Please tally the lines below that contain the string "place" and reply with that figure only.

[[ EXERCISE DATA, beginning ]]

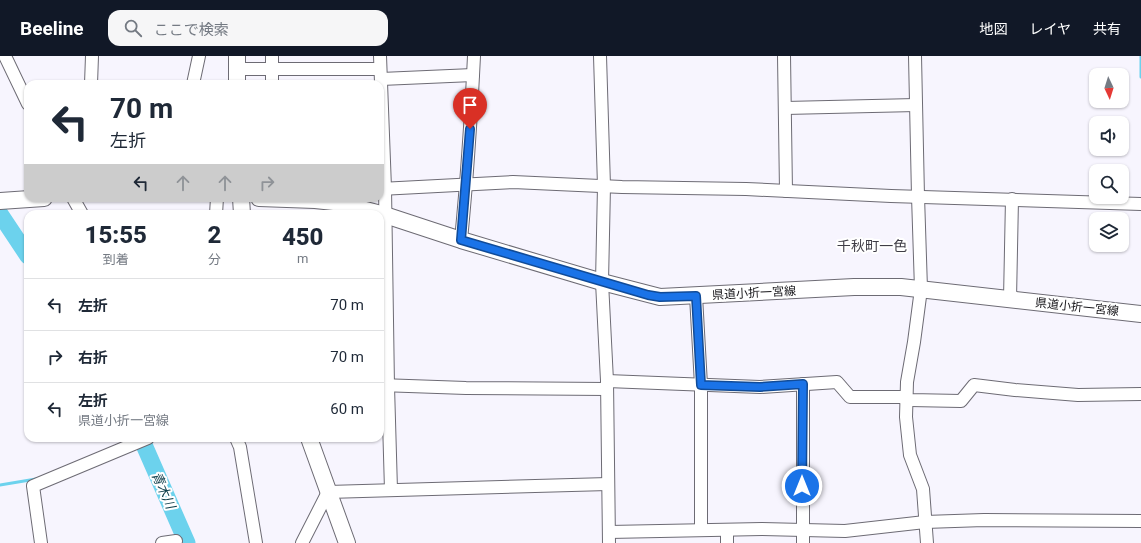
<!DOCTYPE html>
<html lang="ja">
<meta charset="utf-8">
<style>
body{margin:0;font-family:Roboto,"Noto Sans JP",sans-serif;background:#f6f6f7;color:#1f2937;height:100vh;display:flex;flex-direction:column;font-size:15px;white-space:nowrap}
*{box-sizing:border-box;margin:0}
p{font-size:13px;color:#747a83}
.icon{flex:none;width:22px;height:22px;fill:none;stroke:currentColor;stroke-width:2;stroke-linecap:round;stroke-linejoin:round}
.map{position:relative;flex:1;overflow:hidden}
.details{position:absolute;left:24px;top:154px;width:360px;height:232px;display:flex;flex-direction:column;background:#fff;border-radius:12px;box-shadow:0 1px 3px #0004}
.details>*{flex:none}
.guide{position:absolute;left:24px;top:24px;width:360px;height:122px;border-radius:12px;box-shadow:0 1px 3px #0004;background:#fff;color:#1f2937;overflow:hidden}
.needle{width:26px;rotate:176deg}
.buttons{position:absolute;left:1089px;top:12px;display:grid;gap:8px}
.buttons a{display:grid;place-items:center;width:40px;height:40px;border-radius:8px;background:#fff;box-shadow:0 1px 3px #0004;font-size:20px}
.pin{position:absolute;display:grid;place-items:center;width:34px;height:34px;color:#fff;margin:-41px -17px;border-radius:50% 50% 50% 0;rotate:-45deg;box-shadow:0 0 4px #0007}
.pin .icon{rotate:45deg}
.me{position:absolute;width:44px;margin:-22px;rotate:0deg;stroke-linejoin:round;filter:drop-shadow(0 0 3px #0008)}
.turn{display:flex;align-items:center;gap:14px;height:84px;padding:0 20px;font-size:18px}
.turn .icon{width:52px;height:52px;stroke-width:2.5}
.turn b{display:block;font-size:28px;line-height:34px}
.lanes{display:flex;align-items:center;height:38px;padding:0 20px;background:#0003;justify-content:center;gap:20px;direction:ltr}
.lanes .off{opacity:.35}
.eta{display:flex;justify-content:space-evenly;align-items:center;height:68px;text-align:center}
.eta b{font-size:24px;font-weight:800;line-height:28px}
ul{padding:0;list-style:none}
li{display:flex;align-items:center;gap:12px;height:52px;padding:0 20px;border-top:1px solid #e0e1e3}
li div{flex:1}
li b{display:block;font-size:15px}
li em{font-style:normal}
header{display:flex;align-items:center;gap:24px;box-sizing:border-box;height:56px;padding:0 20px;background:#111827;color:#fff}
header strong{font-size:19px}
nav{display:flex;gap:22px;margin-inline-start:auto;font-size:14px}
.search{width:280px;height:36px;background:#f6f6f7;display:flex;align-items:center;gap:10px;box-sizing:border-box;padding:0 14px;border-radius:12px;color:#747a83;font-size:15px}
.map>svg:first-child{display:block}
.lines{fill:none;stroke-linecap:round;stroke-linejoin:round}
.stream{stroke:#6cd2ed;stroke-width:3}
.river{stroke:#6cd2ed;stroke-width:17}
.minor-casing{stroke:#6d6b74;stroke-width:14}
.major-casing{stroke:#6d6b74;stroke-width:18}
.minor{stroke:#fff;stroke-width:12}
.major{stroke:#fff;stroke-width:16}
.route-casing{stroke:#114b97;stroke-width:10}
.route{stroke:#1a73e8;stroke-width:7}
.labels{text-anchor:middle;stroke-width:4;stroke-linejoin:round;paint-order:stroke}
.street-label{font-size:12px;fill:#141317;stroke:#fff}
.water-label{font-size:13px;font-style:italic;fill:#0d3d49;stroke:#fff}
.quarter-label{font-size:14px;fill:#3f3d46;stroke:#fff}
</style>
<header>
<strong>Beeline</strong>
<div class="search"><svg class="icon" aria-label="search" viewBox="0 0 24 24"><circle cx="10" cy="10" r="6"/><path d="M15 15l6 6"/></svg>ここで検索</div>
<nav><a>地図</a><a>レイヤ</a><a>共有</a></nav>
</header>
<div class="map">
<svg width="1141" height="487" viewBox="0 0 1141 487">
<rect width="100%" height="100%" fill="#f7f5fe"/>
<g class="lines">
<g class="stream">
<polyline points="1141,0 1141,21"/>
<polyline points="0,429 36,423"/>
</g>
<g class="river">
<polyline points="0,158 28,200"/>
<polyline points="141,382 187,487"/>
</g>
<g class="minor-casing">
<g id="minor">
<polyline points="5,0 28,48"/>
<polyline points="272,0 272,28"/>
<polyline points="380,0 385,132 388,330 391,434"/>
<polyline points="600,0 604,130 602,226 607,325 609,487"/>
<polyline points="784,0 786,135"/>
<polyline points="915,0 918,140 921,233 914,286 907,326 906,361 910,399 923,433 927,487"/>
<polyline points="237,13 380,13"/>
<polyline points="381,23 473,19"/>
<polyline points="91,28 92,0"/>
<polyline points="193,28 199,0"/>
<polyline points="785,52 916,49"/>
<polyline points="380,133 513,126 622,131 746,133 891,140 1141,148"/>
<polyline points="73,142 82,158"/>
<polyline points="216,158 217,142"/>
<path d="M461 184C467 123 471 62 474 0"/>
<polyline points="696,240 701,329 701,474"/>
<polyline points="1010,243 1012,143"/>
<polyline points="607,325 760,331 837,326 850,341 901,341 910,344 961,345 974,329 1015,334 1078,339 1141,338"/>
<polyline points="380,329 466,332 607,333"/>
<polyline points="236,382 240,391 256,487"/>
<polyline points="727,474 727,487"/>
<polyline points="609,476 762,473 845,475 925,466 984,464 1141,465"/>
<polyline points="41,487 33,430 148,382"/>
<polyline points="162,487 176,485"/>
<polyline points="302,487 328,436 608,428"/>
<polyline points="803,487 803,328"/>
</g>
</g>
<g class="major-casing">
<g id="major">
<polyline points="237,0 237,28"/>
<polyline points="241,142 242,158"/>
<polyline points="259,142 315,144 334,146 385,159 461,184 602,226 660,241 854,231 901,231 1141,258"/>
<polyline points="0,145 44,142"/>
<polyline points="309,382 347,487"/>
</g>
</g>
<use href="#minor" class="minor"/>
<use href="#major" class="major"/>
</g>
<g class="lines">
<g class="route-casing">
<polyline id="route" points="470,73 461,184 648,239 660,241 696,240 701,329 760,331 803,328 802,430"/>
</g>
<use href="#route" class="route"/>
</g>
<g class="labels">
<g class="street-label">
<text transform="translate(754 237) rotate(-3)" y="4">県道小折一宮線</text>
<text transform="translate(1077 251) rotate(6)" y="4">県道小折一宮線</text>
</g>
<g class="water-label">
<text transform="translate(164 434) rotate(66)" y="5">青木川</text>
</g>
<g class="quarter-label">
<text x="872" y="195">千秋町一色</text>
</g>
</g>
</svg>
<div class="buttons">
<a><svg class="needle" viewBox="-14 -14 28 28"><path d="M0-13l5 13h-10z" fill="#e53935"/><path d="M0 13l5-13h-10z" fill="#747a83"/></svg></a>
<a><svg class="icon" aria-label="sound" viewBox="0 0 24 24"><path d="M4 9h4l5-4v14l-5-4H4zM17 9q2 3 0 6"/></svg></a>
<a><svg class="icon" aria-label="search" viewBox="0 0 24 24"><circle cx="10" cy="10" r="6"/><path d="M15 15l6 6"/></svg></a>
<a><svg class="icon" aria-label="layers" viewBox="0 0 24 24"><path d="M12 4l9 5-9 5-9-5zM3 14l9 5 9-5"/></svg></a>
</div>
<div class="pin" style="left:470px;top:73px;background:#d93025"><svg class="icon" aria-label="arrive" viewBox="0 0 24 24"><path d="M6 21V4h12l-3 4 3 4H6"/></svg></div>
<svg class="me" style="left:802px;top:430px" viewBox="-20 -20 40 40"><circle r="17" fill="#1a73e8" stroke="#fff" stroke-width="3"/><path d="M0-11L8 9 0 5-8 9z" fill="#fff"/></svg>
<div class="guide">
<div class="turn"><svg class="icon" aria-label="left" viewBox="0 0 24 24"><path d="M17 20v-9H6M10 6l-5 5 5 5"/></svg><div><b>70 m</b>左折</div></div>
<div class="lanes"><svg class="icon" aria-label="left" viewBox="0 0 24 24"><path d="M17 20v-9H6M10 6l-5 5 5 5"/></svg><svg class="icon off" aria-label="ahead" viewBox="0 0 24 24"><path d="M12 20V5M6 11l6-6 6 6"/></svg><svg class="icon off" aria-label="ahead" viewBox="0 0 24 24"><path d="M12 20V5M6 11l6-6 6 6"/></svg><svg class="icon off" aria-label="right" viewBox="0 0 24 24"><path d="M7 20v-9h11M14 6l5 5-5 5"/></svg></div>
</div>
<section class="details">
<div class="eta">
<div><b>15:55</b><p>到着</p></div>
<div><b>2</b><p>分</p></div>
<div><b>450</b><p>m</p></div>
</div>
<ul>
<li><svg class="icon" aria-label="left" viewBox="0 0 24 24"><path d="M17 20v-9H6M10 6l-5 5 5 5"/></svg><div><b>左折</b></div><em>70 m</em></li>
<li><svg class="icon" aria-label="right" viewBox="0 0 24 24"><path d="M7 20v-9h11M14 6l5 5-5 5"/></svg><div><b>右折</b></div><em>70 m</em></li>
<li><svg class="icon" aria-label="left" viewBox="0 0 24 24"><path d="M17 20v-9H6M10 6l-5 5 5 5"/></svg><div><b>左折</b><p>県道小折一宮線</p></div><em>60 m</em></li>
</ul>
</section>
</div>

[[ EXERCISE DATA, end ]]

__OUTPUT FOR THIS TASK__:
2